▶ _Your goal_
The expected answer is the data below, printed verbatim without its pictures.

▶ _Data in this exercise_
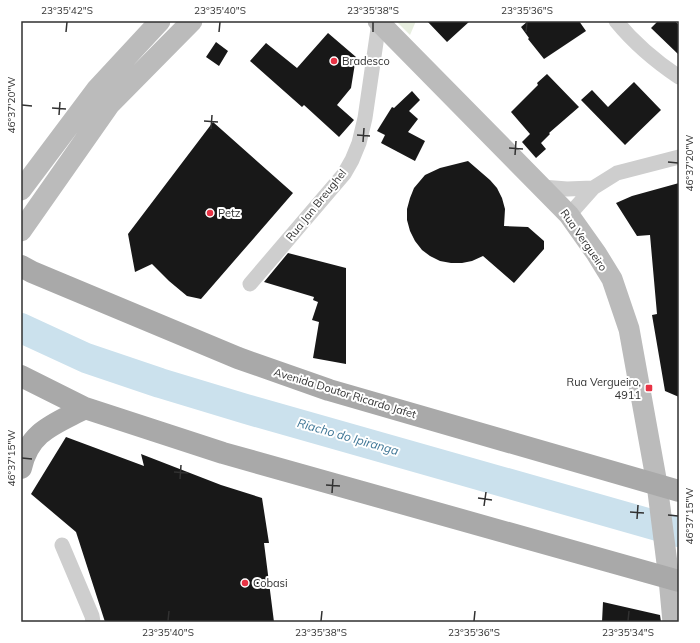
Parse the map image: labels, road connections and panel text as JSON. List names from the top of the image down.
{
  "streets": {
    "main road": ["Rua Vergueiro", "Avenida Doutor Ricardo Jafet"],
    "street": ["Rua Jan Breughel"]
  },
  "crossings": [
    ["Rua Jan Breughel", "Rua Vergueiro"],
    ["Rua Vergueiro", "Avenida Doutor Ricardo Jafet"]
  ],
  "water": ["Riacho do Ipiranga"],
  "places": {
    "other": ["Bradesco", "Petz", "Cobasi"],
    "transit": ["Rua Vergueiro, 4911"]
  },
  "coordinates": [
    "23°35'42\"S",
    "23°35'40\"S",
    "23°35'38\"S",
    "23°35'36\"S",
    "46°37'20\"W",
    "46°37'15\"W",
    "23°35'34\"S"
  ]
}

▶ _Answer box_
Parse the map image: labels, road connections and panel text as JSON. List names from the top of the image down.
{
  "streets": {
    "main road": ["Rua Vergueiro", "Avenida Doutor Ricardo Jafet"],
    "street": ["Rua Jan Breughel"]
  },
  "crossings": [
    ["Rua Jan Breughel", "Rua Vergueiro"],
    ["Rua Vergueiro", "Avenida Doutor Ricardo Jafet"]
  ],
  "water": ["Riacho do Ipiranga"],
  "places": {
    "other": ["Bradesco", "Petz", "Cobasi"],
    "transit": ["Rua Vergueiro, 4911"]
  },
  "coordinates": [
    "23°35'42\"S",
    "23°35'40\"S",
    "23°35'38\"S",
    "23°35'36\"S",
    "46°37'20\"W",
    "46°37'15\"W",
    "23°35'34\"S"
  ]
}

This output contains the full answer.